**What you need to do:** Copy, from the material below, each line that contains the word "show".

**Given data:**
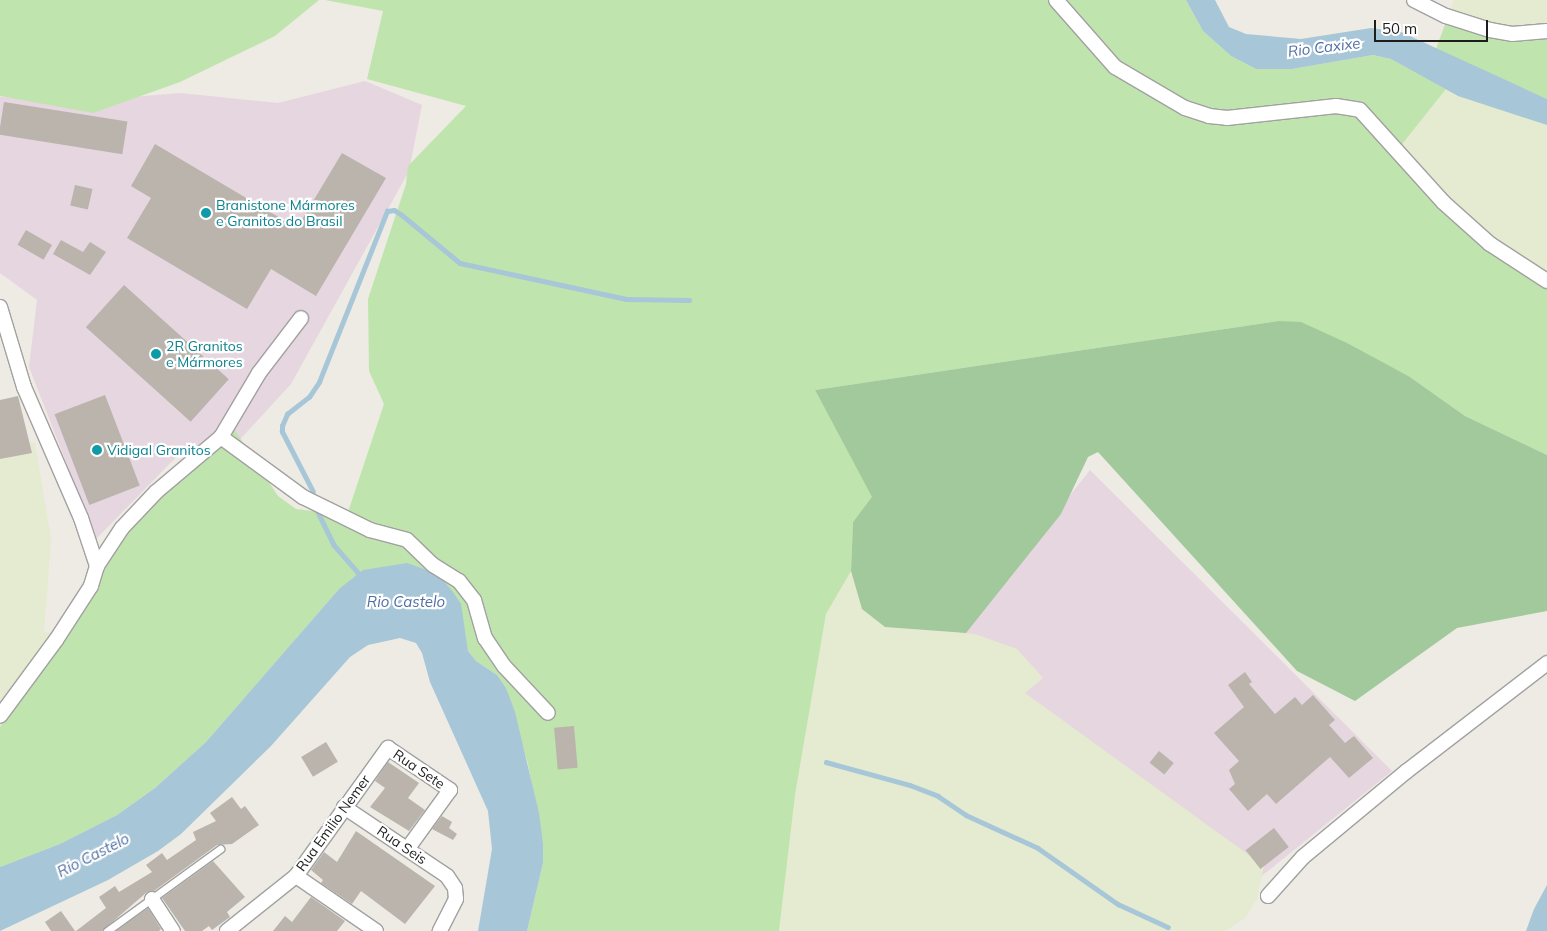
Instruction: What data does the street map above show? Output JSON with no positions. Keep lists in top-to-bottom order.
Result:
{
  "streets": {
    "street": ["Rua Sete", "Rua Emilio Nemer", "Rua Seis"]
  },
  "crossings": [
    ["Rua Sete", "Rua Emilio Nemer"],
    ["Rua Sete", "Rua Seis"],
    ["Rua Emilio Nemer", "Rua Seis"]
  ],
  "water": ["Rio Caxixe", "Rio Castelo"],
  "places": ["Branistone Mármores e Granitos do Brasil", "2R Granitos e Mármores", "Vidigal Granitos"],
  "scale_bar": "50 m"
}
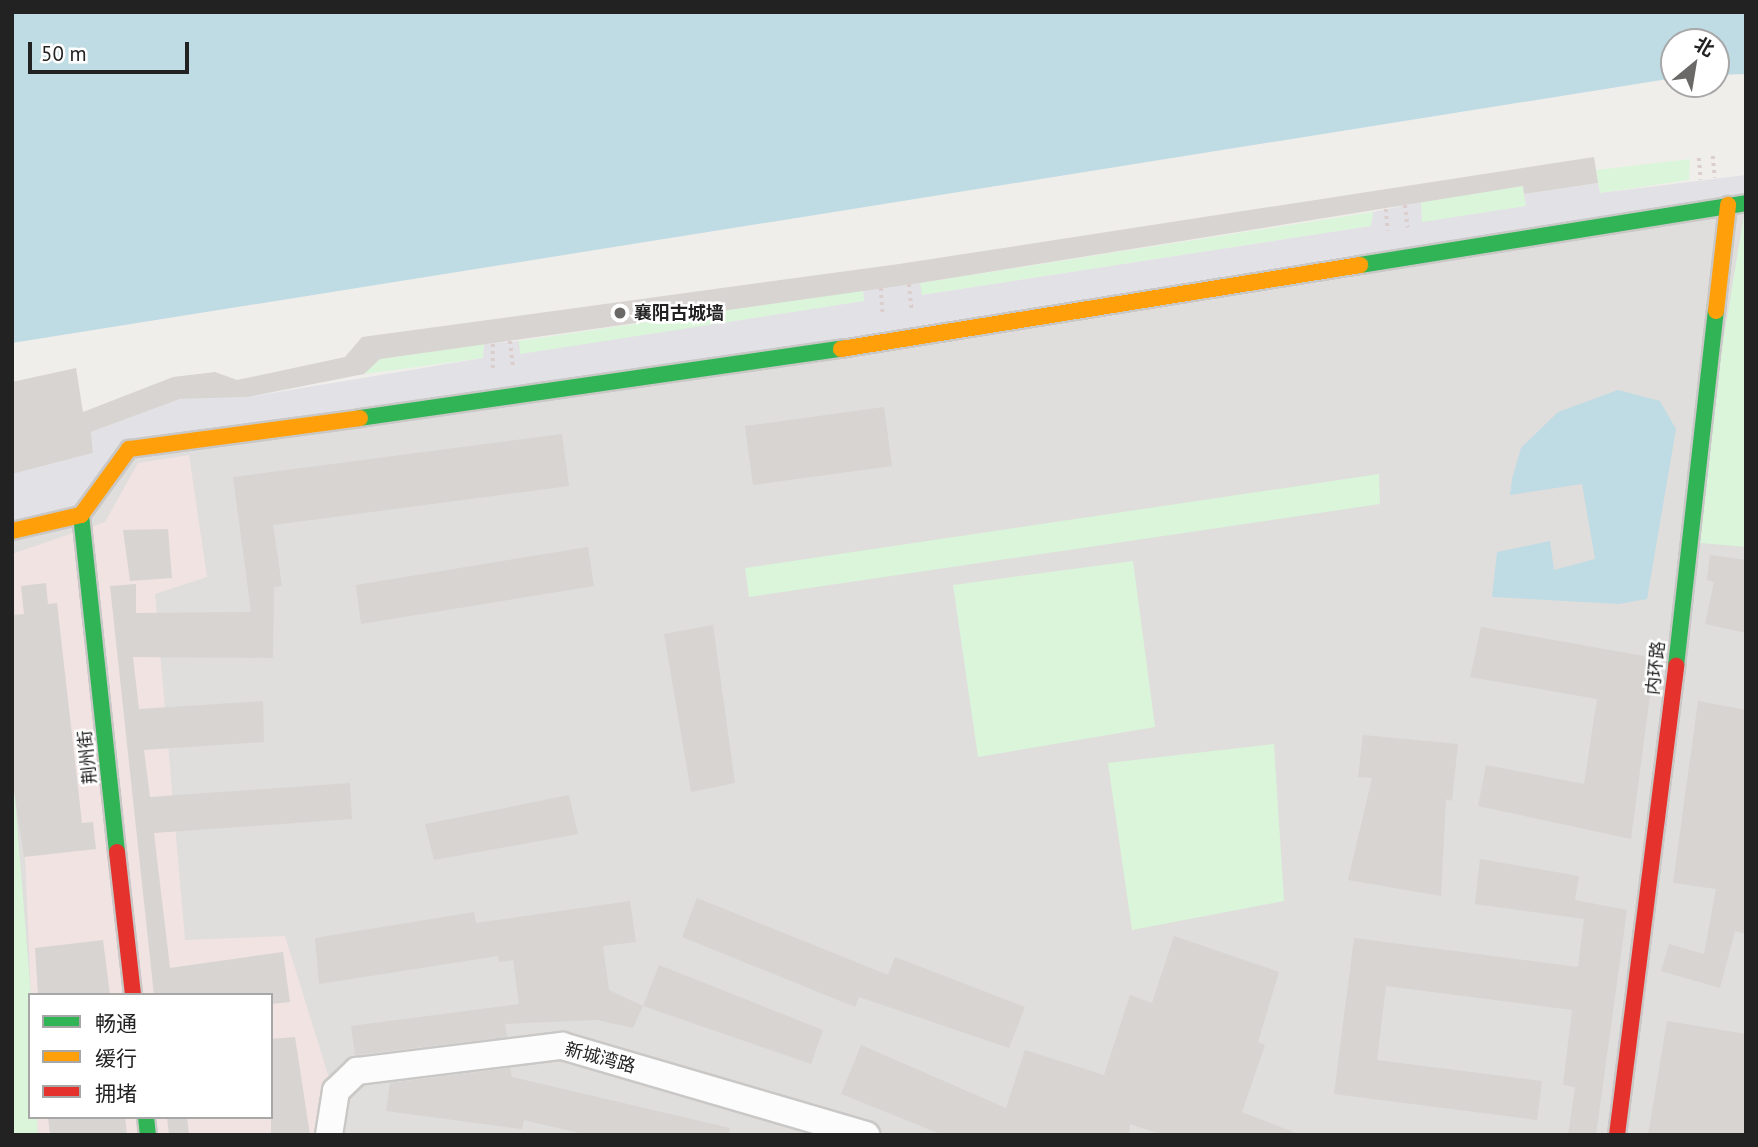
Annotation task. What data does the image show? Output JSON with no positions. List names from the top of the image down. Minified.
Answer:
{"streets":{"street":["内环路","荆州街","新城湾路"]},"places":["襄阳古城墙"],"legend":["畅通","缓行","拥堵"],"scale_bar":"50 m","north":"top right"}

**Result of this exercise:**
Instruction: What data does the street map above show? Output JSON with no positions. Keep lists in top-to-bottom order.
Annotation task. What data does the image show? Output JSON with no positions. List names from the top of the image down. Minified.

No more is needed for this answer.